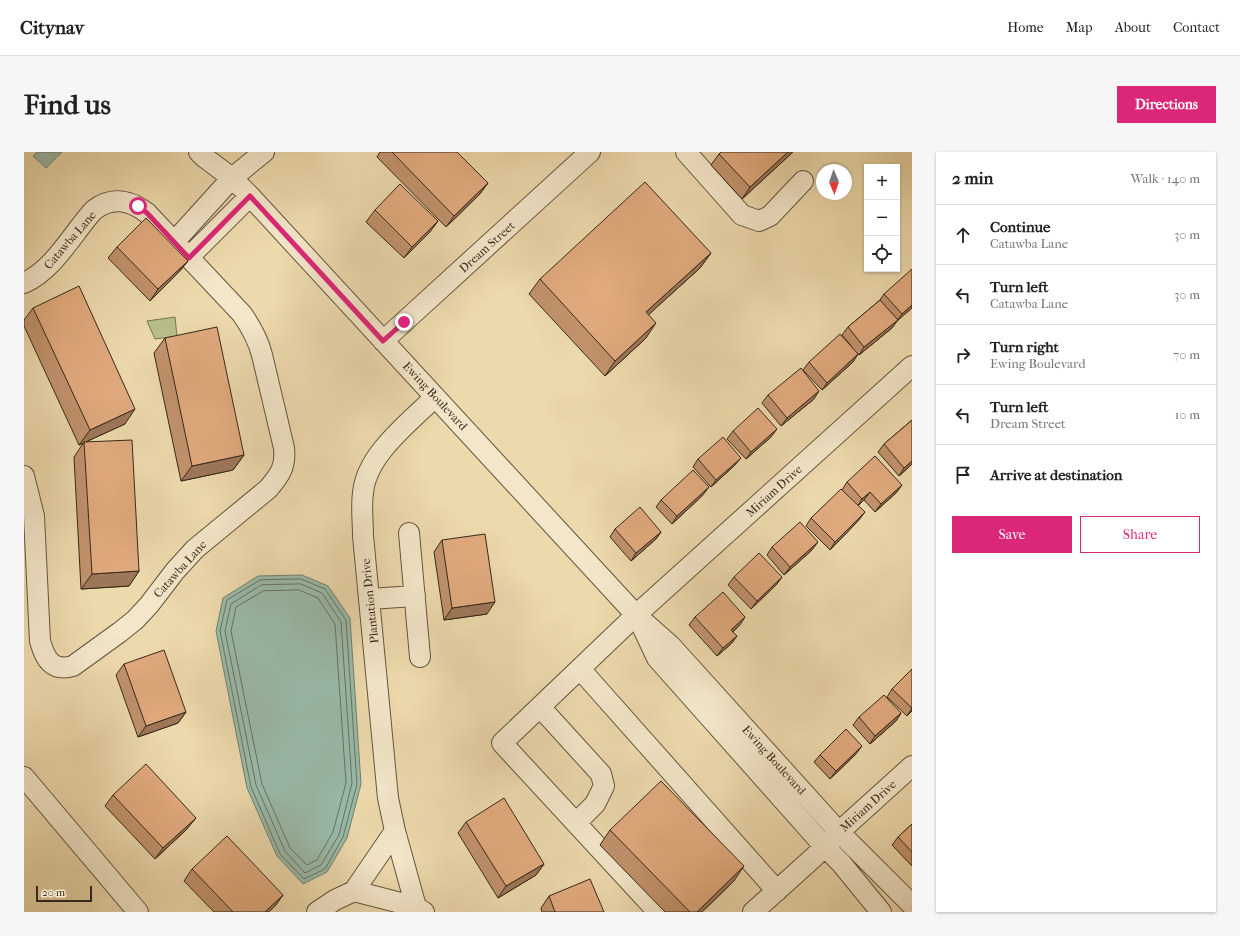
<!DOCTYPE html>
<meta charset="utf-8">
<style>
body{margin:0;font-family:"IM FELL French Canon",serif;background:#f6f6f6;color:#202124}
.controls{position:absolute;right:12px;top:12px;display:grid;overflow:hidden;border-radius:0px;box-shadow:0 1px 3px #0004}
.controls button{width:36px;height:36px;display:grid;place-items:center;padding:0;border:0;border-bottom:1px solid #e0e0e0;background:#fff;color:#202124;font:20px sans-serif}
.compass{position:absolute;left:792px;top:12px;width:36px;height:36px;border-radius:50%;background:#fff;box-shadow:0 1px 3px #0004;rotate:178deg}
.scale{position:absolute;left:12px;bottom:10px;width:56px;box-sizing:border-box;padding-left:4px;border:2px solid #37291b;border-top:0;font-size:11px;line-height:14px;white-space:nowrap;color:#37291b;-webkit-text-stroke:3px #f3e6c9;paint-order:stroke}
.stop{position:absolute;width:12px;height:12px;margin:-9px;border:3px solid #db2777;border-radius:50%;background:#fff}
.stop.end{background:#db2777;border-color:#fff;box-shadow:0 1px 4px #0008}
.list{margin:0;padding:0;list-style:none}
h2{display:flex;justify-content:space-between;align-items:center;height:52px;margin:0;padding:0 16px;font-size:17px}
h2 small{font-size:13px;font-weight:400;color:#757577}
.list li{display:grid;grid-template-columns:26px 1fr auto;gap:12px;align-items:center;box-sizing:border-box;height:60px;padding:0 16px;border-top:1px solid #e0e0e0}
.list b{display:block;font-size:15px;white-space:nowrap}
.list p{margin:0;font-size:13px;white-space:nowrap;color:#757577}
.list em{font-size:13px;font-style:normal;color:#757577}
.actions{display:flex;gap:8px;padding:12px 16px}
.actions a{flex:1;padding:9px 0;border:1px solid #db2777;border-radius:0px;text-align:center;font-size:14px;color:#db2777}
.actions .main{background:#db2777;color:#fff}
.icon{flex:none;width:22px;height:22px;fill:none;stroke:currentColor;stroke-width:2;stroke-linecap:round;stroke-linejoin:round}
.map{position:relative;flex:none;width:888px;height:760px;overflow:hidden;border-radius:0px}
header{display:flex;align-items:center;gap:24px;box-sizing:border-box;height:56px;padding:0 20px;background:#fff;border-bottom:1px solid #e0e0e0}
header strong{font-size:19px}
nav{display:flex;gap:22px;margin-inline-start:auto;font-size:14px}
.intro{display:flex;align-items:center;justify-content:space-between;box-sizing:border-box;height:96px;padding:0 24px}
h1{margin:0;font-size:28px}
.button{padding:10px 18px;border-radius:0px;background:#db2777;color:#fff;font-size:14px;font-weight:700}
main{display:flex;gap:24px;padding:0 24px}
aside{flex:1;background:#fff;border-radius:0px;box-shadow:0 1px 3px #0004}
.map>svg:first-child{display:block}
.green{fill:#b8bf89;stroke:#787452}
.water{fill:#99baa9;stroke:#728070}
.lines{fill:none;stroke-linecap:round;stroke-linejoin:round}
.shore{stroke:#687262;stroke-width:1}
.minor-casing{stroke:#64553f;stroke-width:22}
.minor{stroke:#f3e6c9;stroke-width:20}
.wall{fill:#c1926c;stroke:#37291b}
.shaded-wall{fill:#9d7758;stroke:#37291b}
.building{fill:#e0aa7e;stroke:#37291b}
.route{stroke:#db2777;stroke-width:5}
.labels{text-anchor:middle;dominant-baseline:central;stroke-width:3;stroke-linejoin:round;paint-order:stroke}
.street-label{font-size:12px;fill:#37291b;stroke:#f3e6c9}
</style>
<header>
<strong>Citynav</strong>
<nav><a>Home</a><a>Map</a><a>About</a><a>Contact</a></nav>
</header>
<div class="intro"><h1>Find us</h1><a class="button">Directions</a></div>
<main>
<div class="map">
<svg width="888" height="760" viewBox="0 0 888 760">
<rect width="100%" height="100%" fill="#ecd9ac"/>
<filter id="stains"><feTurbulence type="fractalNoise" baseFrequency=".005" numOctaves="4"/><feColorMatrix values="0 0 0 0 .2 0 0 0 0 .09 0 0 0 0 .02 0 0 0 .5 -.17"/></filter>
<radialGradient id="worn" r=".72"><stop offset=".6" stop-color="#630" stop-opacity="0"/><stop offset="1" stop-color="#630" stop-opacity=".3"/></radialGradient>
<path class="green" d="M151 165 153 184 131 187 123 169Z"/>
<path class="water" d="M13 0H38L22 16 9 4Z
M278 423 304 434 326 466 337 632 323 686 303 720 279 732 253 704 223 636 192 479 199 446 234 424Z"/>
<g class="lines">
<path class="shore" d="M277 427 301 437 322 468 333 632 319 685 301 717 280 727 256 702 227 635 196 479 203 448 236 428Z
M277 432 298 441 317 470 328 631 315 683 297 713 281 721 261 699 232 633 201 479 207 452 237 433Z
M275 438 294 446 311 472 322 631 309 680 293 708 283 713 266 696 238 632 207 479 212 455 239 439Z"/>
<defs>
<path id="minor" d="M175 0 180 5 208 26 226 44 612 463 647 494 815 680 888 753
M662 0 718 63 735 69 746 64 779 29
M150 90 208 26 240 0
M165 105 226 44
M0 131C24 120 40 96 56 75 60 70 65 63 70 58 88 44 106 48 123 61L218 162C227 175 234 187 238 203L260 296C262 315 256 323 244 337L171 397 151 419 125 453 111 468 96 480 49 514C28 520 21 507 16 489L10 364 0 324
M359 189 566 0
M385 381 396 505
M345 447 391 444
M617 472 633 506 800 694 817 711 857 760
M556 517 753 739
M516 555 577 622 580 634 571 652 552 671
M0 625 114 760
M330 739 392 755
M293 760 311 748 330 739 371 679
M400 760 392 755 371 679 364 646 339 384C339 370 337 355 339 341 342 303 385 271 411 245
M634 760 478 591 612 463 888 214
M729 760 789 706 815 680 888 614"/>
</defs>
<use href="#minor" class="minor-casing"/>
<use href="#minor" class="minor"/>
</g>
<path class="wall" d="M356 0H433L464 31 455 43 422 75 353 5Z
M769 0 718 47 687 13 695 2Z
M351 58 414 69 405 81 380 106 342 70Z
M93 95 164 109 155 120 126 149 84 106Z
M687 101 676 116 624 163 622 186 581 224 505 142 516 127Z
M860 142 888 156 872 169 868 176 835 203 834 202 829 210 798 238 779 218 785 210 828 195 818 183 824 175 856 148Z
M9 156 101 272 55 293 0 174V168Z
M141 186 220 303 209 318 157 329 130 201Z
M744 243 790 247 757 274 738 251Z
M888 268V312L875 324 854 300 860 292Z
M709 279 747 285 722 307 703 287Z
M60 290 115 419 105 434 57 437 50 305Z
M674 307 711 313 687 335 669 315Z
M823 330 873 340 851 360 840 348 834 354 835 368 806 398 782 374 787 366 818 338Z
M679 343 648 372 632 355 637 348Z
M591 377 637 380 632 387 607 409 586 385Z
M418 388 463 462 420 468 410 400Z
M748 395 788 398 760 423 743 403Z
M710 425H758L752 433 727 457 704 433Z
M671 465 716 473 709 480 713 484 707 492 693 504 665 473Z
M100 512 162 560 154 571 114 585 92 523Z
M888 517V559L883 564 863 545 868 537Z
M877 561 872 569 846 592 829 573 835 565Z
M832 602 806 627 790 610 796 603Z
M89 643 163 677 131 707 81 654Z
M442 670 520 712 512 723 474 746 434 681Z
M888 672V714L868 693 874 685Z
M586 678 710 729 678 760H641L576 693Z
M168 717 259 743 251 754 245 760H190L160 729Z
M525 744 580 760H518L517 756Z"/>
<path class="shaded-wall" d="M764 0H769L718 47 726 35Z
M464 31 455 43 422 75 430 64Z
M414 69 405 81 380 106 388 95Z
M687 101 676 116 611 175 622 160Z
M164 109 155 120 126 149 134 137Z
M888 153V156L872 170 878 162Z
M874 168 868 176 835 203 840 195Z
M632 171 622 186 581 224 591 209Z
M834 202 829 210 798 238 803 231Z
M795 239 790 247 757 274 763 266Z
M111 257 101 272 55 293 66 278Z
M753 277 747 285 722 307 727 300Z
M220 303 209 318 157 329 168 314Z
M717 306 711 313 687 335 692 328Z
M888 309V312L875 324 880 316Z
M878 333 873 340 851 360 857 352Z
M685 335 679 343 648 372 653 364Z
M846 340 840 348 833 355 838 347Z
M841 360 835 368 806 398 811 390Z
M637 380 632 387 607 409 612 401Z
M794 390 788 398 760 423 766 415Z
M115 419 105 434 57 437 68 422Z
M758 425 752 433 727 457 733 449Z
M471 450 463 462 420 468 428 456Z
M721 465 716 473 702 486 707 478Z
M713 484 707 492 693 504 699 496Z
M888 556V559L883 564Z
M162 560 154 571 114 585 122 574Z
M877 561 872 569 846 592 851 584Z
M838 594 832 602 806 627 812 619Z
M172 666 163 677 131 707 139 696Z
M520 712 512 723 474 746 482 734Z
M720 714 710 729 678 760H673Z
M259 743 251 754 245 760H241Z"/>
<path class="building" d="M368 0H433L464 31 430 64Z
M697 0H764L726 35 695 2Z
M621 30 687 101 622 160 632 171 591 209 516 127Z
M376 32 414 69 388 95 351 58Z
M122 66 164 109 134 137 93 95Z
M888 117V153L878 162 860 142Z
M55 134 111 257 66 278 9 156Z
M856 148 874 168 840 195 824 175Z
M193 175 220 303 168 314 141 186Z
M816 182 834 202 803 231 785 210Z
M777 216 795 239 763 266 744 243Z
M734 256 753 277 727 300 709 279Z
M888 268V309L880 316 860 292Z
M699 285 717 306 692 328 674 307Z
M108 288 115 419 68 422 60 290Z
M851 304 878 333 857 352 846 340 838 347 823 330Z
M669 318 685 335 653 364 637 348Z
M817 337 841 360 811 390 787 366Z
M616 355 637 380 612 401 591 377Z
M776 370 794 390 766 415 748 395Z
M461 382 471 450 428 456 418 388Z
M735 401 758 425 733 449 710 425Z
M699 440 721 465 707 478 713 484 699 496 671 465Z
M140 498 162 560 122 574 100 512Z
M888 517V556L868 537Z
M860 543 877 561 851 584 835 565Z
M822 577 838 594 812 619 796 603Z
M122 612 172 666 139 696 89 643Z
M637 629 720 714 673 760H666L586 678Z
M480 646 520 712 482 734 442 670Z
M888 672V700L874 685Z
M203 684 259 743 241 760H209L168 717Z
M566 727 580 760H531L525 744Z"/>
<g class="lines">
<path class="route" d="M114 54 123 61 165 106 226 44 359 189 380 170"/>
</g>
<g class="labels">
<g class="street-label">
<text transform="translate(46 88) rotate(-49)">Catawba Lane</text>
<text transform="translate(463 95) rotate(-42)">Dream Street</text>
<text transform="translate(411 244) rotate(47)">Ewing Boulevard</text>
<text transform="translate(750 339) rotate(-42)">Miriam Drive</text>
<text transform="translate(156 417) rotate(-48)">Catawba Lane</text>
<text transform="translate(346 449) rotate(-96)">Plantation Drive</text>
<text transform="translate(750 608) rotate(48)">Ewing Boulevard</text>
<text transform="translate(844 654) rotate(-42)">Miriam Drive</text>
</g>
</g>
<rect width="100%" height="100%" filter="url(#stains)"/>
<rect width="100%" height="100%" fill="url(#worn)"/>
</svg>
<div class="controls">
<button>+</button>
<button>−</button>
<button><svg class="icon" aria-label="locate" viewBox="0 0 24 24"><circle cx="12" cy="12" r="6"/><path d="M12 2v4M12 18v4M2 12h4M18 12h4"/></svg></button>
</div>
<svg class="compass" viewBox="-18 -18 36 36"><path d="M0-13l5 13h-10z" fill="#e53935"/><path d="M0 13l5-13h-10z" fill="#757577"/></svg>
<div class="scale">20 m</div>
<div class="stop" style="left:114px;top:54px"></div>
<div class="stop end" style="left:380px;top:170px"></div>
</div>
<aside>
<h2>2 min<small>Walk · 140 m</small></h2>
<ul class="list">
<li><svg class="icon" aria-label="ahead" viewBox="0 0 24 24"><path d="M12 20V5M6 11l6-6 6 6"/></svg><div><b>Continue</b><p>Catawba Lane</p></div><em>30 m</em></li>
<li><svg class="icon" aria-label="left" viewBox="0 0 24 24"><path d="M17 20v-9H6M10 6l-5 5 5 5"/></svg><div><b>Turn left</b><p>Catawba Lane</p></div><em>30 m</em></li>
<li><svg class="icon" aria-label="right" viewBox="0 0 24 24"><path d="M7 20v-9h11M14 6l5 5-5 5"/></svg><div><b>Turn right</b><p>Ewing Boulevard</p></div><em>70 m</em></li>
<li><svg class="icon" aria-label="left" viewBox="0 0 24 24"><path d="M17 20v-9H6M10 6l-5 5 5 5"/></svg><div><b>Turn left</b><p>Dream Street</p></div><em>10 m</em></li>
<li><svg class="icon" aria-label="arrive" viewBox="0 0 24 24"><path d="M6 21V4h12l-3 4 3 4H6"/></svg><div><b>Arrive at destination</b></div></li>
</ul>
<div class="actions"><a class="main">Save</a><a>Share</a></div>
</aside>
</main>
----------
» **What is required**:
Check each line of the data above for the word "white", then state how many lines have it. Give the number alone.

» **Result for this exercise**:
3